1‐ CHE TIPO DI CONTRATTO HAI?
Ho un contratto a tempo determinato, della durata di due mesi, motivato dalla copertura di una
posizione vacante all’interno dell’azienda (per coprire una lavoratrice in maternità). Il CCNL di riferimentoè quello del pubblico esercizio.
2‐ CHE TIPO DI PROBLEMI COMPORTA UN LAVORO A TEMPO DETERMINATO?

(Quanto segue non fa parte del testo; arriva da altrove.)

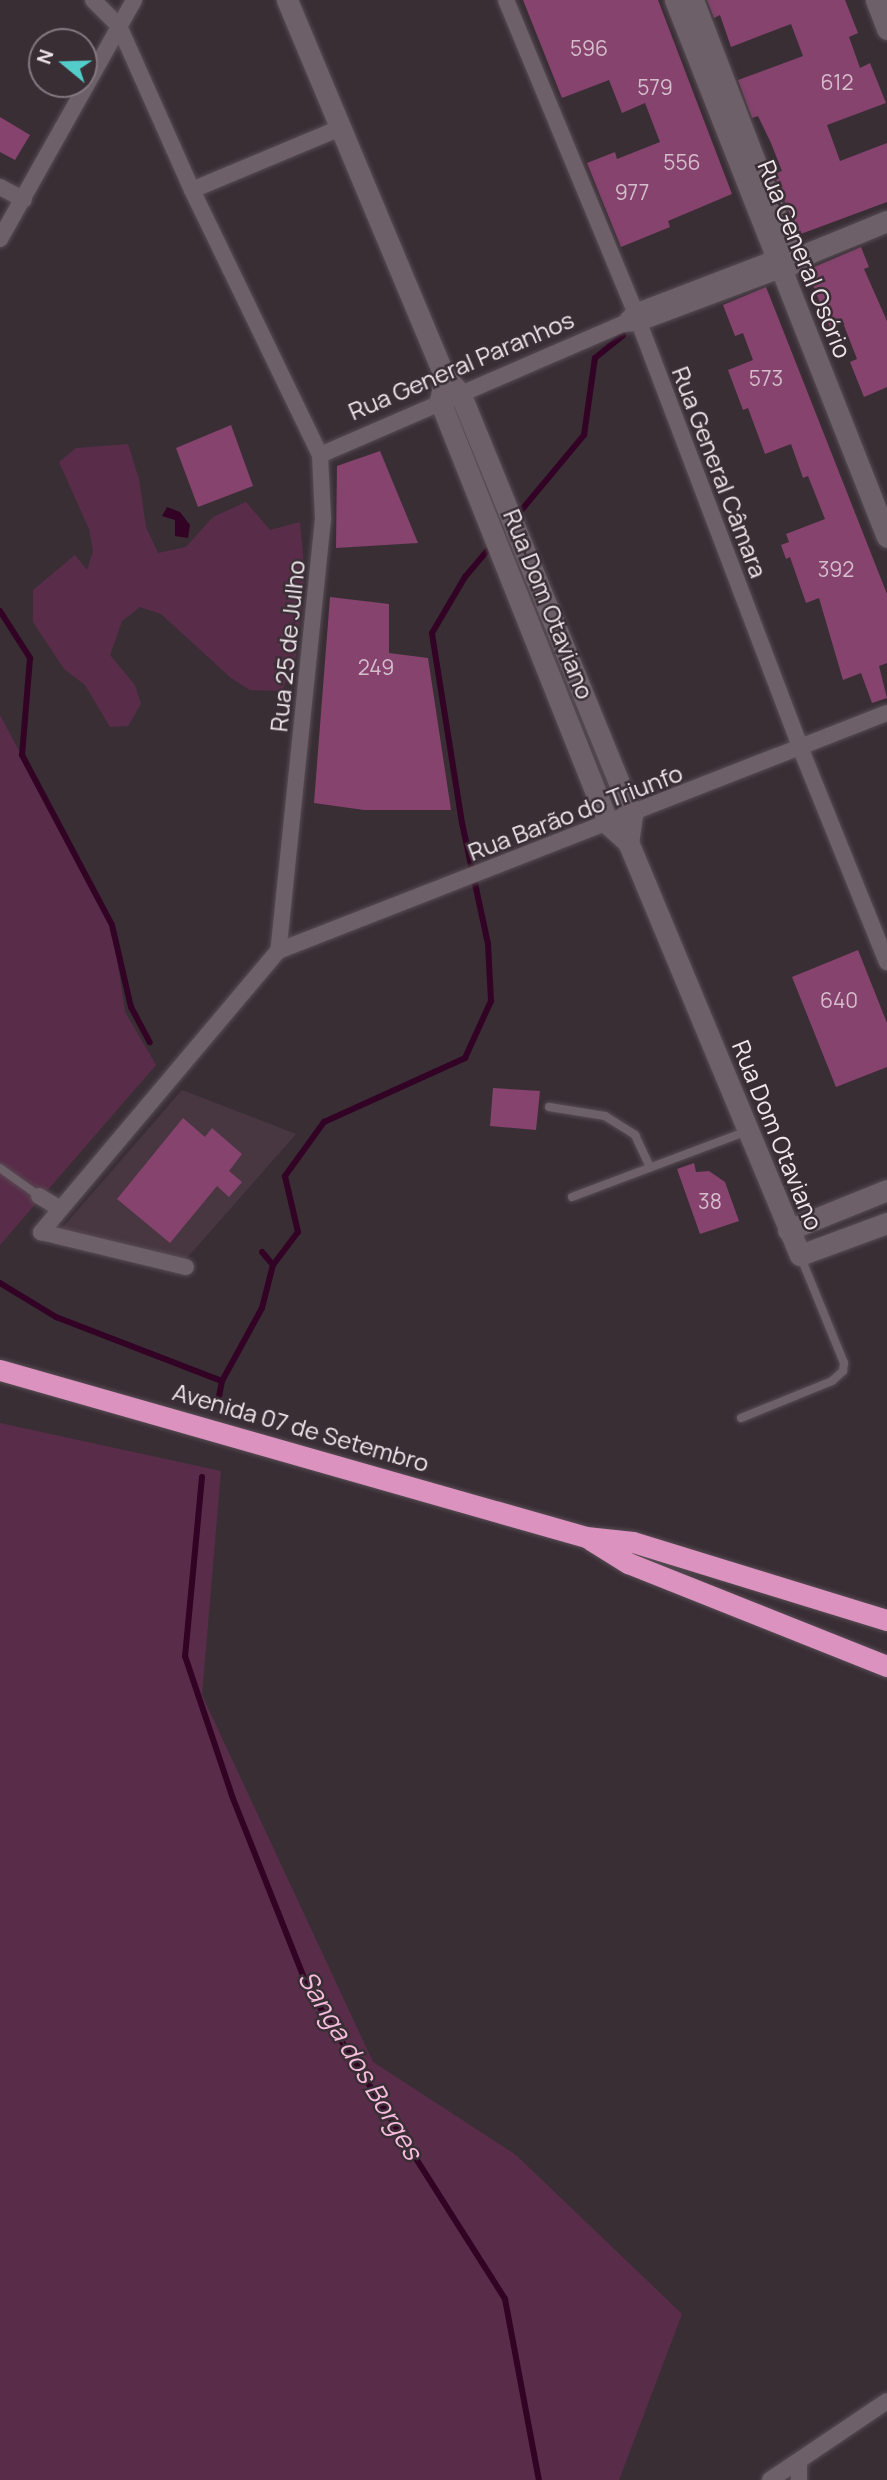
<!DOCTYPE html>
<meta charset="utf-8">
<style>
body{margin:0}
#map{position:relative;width:887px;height:2480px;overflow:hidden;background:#3a2e35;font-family:Manrope,sans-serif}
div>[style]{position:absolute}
.built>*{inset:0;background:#483741}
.green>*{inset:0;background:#592d49}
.water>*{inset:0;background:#320324}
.stream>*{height:6px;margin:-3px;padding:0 3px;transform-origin:3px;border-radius:3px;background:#320324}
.building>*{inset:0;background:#86436e}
.roads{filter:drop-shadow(0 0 2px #574c53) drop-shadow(0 0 2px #574c53)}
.lane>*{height:8px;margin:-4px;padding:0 4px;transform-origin:4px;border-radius:4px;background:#6e6068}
.street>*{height:16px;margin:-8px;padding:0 8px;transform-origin:8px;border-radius:8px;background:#6e6068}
.secondary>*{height:21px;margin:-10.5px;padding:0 10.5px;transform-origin:10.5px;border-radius:10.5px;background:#6e6068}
.highway>*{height:21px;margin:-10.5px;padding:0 10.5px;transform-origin:10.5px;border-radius:10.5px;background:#db92bf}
span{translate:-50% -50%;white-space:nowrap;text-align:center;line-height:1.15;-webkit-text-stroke:5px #3a2e35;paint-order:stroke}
.number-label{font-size:21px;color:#d5becc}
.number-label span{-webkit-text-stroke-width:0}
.street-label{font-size:24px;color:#efe7eb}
.water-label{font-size:26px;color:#f7bbde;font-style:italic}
.north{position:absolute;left:28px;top:28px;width:70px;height:70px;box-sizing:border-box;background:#3a2e35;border:2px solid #82787e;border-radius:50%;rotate:289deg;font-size:19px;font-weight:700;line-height:28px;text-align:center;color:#efe7eb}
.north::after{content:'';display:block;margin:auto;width:24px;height:32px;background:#53cdca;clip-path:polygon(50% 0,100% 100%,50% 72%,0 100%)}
</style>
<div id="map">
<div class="built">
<div style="clip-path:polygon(182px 1090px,296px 1134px,187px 1258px,56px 1235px)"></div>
</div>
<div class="green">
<div style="clip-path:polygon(128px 444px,139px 479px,146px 527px,158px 553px,186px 547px,213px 517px,246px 502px,270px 530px,300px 522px,305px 576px,296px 656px,282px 691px,250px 690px,231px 678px,161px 614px,140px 607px,122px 621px,110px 655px,135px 685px,141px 704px,128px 726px,110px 727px,85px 685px,64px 669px,33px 622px,33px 590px,75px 555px,87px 570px,93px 551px,89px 529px,59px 462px,76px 448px)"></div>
<div style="clip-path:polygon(0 715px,112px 925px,125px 1012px,156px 1065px,0 1245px)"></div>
<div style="clip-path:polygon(0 1423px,221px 1471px,202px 1695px,373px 2062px,516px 2155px,682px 2314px,619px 2480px,0 2480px)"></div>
</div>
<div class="water">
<div style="clip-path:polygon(167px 507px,180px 512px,190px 525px,188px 538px,175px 536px,175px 520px,162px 516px)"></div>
</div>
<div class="stream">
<div style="left:499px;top:537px;width:133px;rotate:-50.2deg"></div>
<div style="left:584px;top:435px;width:78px;rotate:-81.9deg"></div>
<div style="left:595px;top:358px;width:36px;rotate:-39deg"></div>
<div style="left:0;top:611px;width:56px;rotate:57.4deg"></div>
<div style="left:30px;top:658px;width:97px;rotate:94.7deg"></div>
<div style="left:22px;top:755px;width:192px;rotate:62.1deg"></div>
<div style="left:112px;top:925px;width:84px;rotate:77deg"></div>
<div style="left:131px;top:1007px;width:40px;rotate:62deg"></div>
<div style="left:273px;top:1265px;width:41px;rotate:-52.9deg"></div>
<div style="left:298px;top:1232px;width:57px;rotate:-103.1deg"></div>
<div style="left:285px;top:1176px;width:67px;rotate:-54.2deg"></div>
<div style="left:324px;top:1122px;width:155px;rotate:-24.4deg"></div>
<div style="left:465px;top:1058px;width:63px;rotate:-65.5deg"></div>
<div style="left:491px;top:1001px;width:57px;rotate:-93deg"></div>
<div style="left:488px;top:944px;width:124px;rotate:-102.1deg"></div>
<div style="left:462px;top:823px;width:192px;rotate:-99deg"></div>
<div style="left:432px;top:633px;width:65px;rotate:-59.5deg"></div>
<div style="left:465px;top:577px;width:42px;rotate:-49.8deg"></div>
<div style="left:0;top:1283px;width:66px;rotate:31.3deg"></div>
<div style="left:56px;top:1317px;width:178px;rotate:21.1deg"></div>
<div style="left:222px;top:1381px;width:15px;rotate:101deg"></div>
<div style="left:222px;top:1381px;width:83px;rotate:-61.3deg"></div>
<div style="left:262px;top:1308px;width:44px;rotate:-75.7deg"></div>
<div style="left:273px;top:1265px;width:17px;rotate:-130deg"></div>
<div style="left:202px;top:1477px;width:180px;rotate:95.4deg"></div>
<div style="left:185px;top:1656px;width:148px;rotate:71.4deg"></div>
<div style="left:232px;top:1796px;width:209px;rotate:68.4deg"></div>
<div style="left:309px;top:1990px;width:366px;rotate:57.6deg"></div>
<div style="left:505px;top:2299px;width:184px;rotate:79.4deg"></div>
</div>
<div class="building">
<div style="clip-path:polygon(523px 0,658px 0,732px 194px,668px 221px,670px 227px,621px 247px,587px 163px,615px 152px,617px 159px,660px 142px,645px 103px,622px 113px,609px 80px,562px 98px)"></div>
<div style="clip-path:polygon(707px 0,845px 0,858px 33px,849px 37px,860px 68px,870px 63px,886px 103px,827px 125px,840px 161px,887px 143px,887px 202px,798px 235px,774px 174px,782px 171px,771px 143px,758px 116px,752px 118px,738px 80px,803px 56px,791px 24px,731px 47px,720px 15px,714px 18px)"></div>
<div style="clip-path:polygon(0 117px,30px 135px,15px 160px,0 152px)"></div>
<div style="clip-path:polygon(861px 247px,869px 267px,864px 269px,887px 321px,887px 387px,864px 397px,850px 362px,857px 359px,843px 323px,830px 328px,807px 270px)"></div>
<div style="clip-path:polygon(766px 287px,887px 594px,887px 663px,879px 666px,887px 698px,872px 703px,861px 673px,843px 680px,819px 598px,806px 603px,790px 557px,786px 559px,781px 545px,789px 542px,786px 534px,825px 519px,808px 476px,803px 478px,791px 444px,765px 454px,748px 408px,743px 410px,728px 370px,753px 360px,743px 333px,735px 336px,723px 305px)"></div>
<div style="clip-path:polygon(231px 425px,253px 486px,198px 507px,176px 448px)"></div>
<div style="clip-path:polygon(380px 451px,418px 543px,336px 548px,337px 466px)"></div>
<div style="clip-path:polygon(330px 597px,389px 604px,389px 653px,428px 658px,451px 810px,364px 810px,314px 803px)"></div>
<div style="clip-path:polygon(858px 950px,887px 1023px,887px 1067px,836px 1087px,792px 977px)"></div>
<div style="clip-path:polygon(493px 1088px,540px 1091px,536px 1130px,490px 1126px)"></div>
<div style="clip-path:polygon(183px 1118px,205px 1137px,212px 1128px,242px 1154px,229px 1171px,242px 1182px,229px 1197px,217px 1186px,170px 1243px,117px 1199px)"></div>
<div style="clip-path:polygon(694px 1163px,696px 1172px,709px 1171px,725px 1182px,739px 1221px,700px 1234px,677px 1169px)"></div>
</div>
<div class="roads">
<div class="lane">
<div style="left:549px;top:1107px;width:57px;rotate:9.1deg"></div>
<div style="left:605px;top:1116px;width:36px;rotate:32deg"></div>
<div style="left:635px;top:1135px;width:35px;rotate:65deg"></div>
<div style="left:0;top:1168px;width:48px;rotate:35.7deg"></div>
<div style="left:572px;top:1197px;width:188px;rotate:-20.6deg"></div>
<div style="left:741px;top:1418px;width:98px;rotate:-22.1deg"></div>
<div style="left:832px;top:1381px;width:15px;rotate:-42deg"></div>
<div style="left:843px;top:1371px;width:8px;rotate:-83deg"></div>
<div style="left:844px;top:1363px;width:117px;rotate:-112.2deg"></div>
</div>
<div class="street">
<div style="left:93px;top:0;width:37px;rotate:45deg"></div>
<div style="left:119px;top:26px;width:180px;rotate:66deg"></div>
<div style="left:192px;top:190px;width:294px;rotate:64.2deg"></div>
<div style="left:320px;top:455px;width:64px;rotate:87.3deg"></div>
<div style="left:323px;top:519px;width:434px;rotate:95.9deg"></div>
<div style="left:278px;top:951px;width:368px;rotate:130.1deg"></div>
<div style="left:41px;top:1232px;width:149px;rotate:13.6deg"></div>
<div style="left:506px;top:0;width:338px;rotate:67.5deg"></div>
<div style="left:635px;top:312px;width:465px;rotate:69.2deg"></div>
<div style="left:800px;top:747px;width:232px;rotate:68deg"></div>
<div style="left:0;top:187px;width:27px;rotate:28deg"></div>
<div style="left:192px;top:190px;width:160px;rotate:-22.7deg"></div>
<div style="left:0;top:239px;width:274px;rotate:-60.7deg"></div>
<div style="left:627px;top:320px;width:11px;rotate:-45deg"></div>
<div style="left:635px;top:312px;width:151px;rotate:-21deg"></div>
<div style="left:320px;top:455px;width:330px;rotate:-23.4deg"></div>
<div style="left:623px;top:324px;width:16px;rotate:-4deg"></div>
<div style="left:639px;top:323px;width:152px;rotate:-20.5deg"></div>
<div style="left:278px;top:951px;width:654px;rotate:-21.35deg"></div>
<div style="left:39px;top:1196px;width:23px;rotate:31deg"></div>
<div style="left:770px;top:2480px;width:141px;rotate:-34deg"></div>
<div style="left:799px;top:2480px;width:19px;rotate:-90deg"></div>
</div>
<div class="secondary">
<div style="left:287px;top:0;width:409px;rotate:67.3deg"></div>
<div style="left:445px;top:377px;width:22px;rotate:47deg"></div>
<div style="left:460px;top:393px;width:456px;rotate:67.8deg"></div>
<div style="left:632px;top:815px;width:27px;rotate:98deg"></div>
<div style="left:675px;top:0;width:577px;rotate:68.46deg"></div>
<div style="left:693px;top:0;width:273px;rotate:69deg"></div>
<div style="left:876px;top:0;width:31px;rotate:69deg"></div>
<div style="left:781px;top:270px;width:35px;rotate:-31deg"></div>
<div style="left:811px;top:252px;width:82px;rotate:-22.2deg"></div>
<div style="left:445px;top:377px;width:25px;rotate:102deg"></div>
<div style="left:440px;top:401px;width:455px;rotate:68.3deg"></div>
<div style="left:608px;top:824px;width:27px;rotate:42deg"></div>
<div style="left:628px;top:842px;width:447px;rotate:67.4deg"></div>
<div style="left:800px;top:1255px;width:93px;rotate:-20.2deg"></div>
<div style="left:788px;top:1230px;width:107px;rotate:-22deg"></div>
</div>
<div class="highway">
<div style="left:0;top:1370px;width:609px;rotate:15.91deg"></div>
<div style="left:586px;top:1537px;width:47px;rotate:6.1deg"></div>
<div style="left:633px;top:1542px;width:266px;rotate:17.1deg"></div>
<div style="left:591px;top:1540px;width:44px;rotate:31.9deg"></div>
<div style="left:628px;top:1563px;width:279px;rotate:21.7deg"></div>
</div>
</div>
<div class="number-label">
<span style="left:589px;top:48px">596</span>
<span style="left:837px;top:82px">612</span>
<span style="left:655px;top:87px">579</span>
<span style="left:682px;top:162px">556</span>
<span style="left:632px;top:192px">977</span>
<span style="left:766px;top:378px">573</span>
<span style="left:836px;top:569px">392</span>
<span style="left:376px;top:667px">249</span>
<span style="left:839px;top:1000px">640</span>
<span style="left:710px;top:1201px">38</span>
</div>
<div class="street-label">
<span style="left:805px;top:259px;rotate:68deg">Rua General Osório</span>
<span style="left:461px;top:365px;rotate:-23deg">Rua General Paranhos</span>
<span style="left:720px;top:472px;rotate:69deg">Rua General Câmara</span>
<span style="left:549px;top:604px;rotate:68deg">Rua Dom Otaviano</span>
<span style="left:287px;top:646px;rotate:-84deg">Rua 25 de Julho</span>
<span style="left:575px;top:812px;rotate:-21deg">Rua Barão do Triunfo</span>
<span style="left:778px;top:1135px;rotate:68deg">Rua Dom Otaviano</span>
<span style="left:301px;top:1427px;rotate:16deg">Avenida 07 de Setembro</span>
</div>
<div class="water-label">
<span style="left:360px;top:2065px;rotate:59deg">Sanga dos Borges</span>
</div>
<div class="north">N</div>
</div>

Comporta moltissimi problemi. In primis c’è una ovvia difficoltà a fare progetti per il proprio futuro
perché non avere un reddito sicuro significa di fatto non poter accedere all’acquisto di una casa
tramite un mutuo. I politici dei vari governi che si susseguono si riempiono la bocca di belle parole
sulla famiglia, ma avere un figlio diventa un grande problema se si ha un lavoro a tempo determinato.
Lo scorso anno ho avuto un figlio e questo ha comportato il mancato rinnovo del mio contratto nel call center dove lavoravo.
Per tutta risposta il Comune di Padova ha saputo darmi “ben” 200 euro in buoni spesa! Inoltre avere un contratto del genere significa di fatto non poter far valere i propri diritti rinunciando a malattia, ferie e giorni di permesso. Ad esempio uno studente lavoratore, pur di evitare il mancato rinnovo del contratto o fenomeni di mobbing, rinuncia a chiedere permessi studio o permessi esame che gli dovrebbero essere garantiti.
3‐ NELLA TUA AZIENDA SONO PRESENTI SIGLE SINDACALI?
SE VIENE INDETTO UNO SCIOPERO I LAVORATORI PARTECIPANO?

No, non ci sono i sindacati, ma nel call center dove lavoravo lo scorso anno c’erano quasi tutte le principali sigle sindacali.
Quando c’era uno sciopero partecipavano esclusivamente i lavoratori assunti con contratto a tempo indeterminato perché gli altri che, come me, avevano un contratto a tempo determinato, temevano il mancato rinnovo. Inoltre uno sciopero che blocca un semplice servizio clienti solo per poche ore non causa grossi danni all’azienda e, coscienti di questo, nemmeno i lavoratori a tempo indeterminato sono propensi a “perdere” parte del loro stipendio!
4‐ SECONDO TE CHE PROSPETTIVE LAVORATIVE ESISTONO PER UN GIOVANE CHE VOGLIA TROVARSI UN LAVORO?
Ci sono delle prospettive di grande precarietà. La mia recente esperienza mi ha portato ad impiegare alcuni pomeriggi a compilare  curriculum e fare colloqui in varie agenzie interinali a Padova. Ad una richiesta di un lavoro part‐time uno degli impiegati di una nota agenzia interinale mi ha chiesto: “Fabbrica o call center?”, mentre altri mi hanno proposto inventari della durata di uno/due mesi o un lavoro a chiamata (l’unica tra le tante tipologie di lavoro a tempo determinato che il governo Prodi aveva detto di aver abolito!).
Senza contare che comunicare di avere un figlio piccolo significa essere liquidata con una frase del tipo: “Le faremo sapere…”.
La precarietà è, quindi, un problema con cui tutti i giovani che vogliono trovare un’occupazione devono scontrarsi.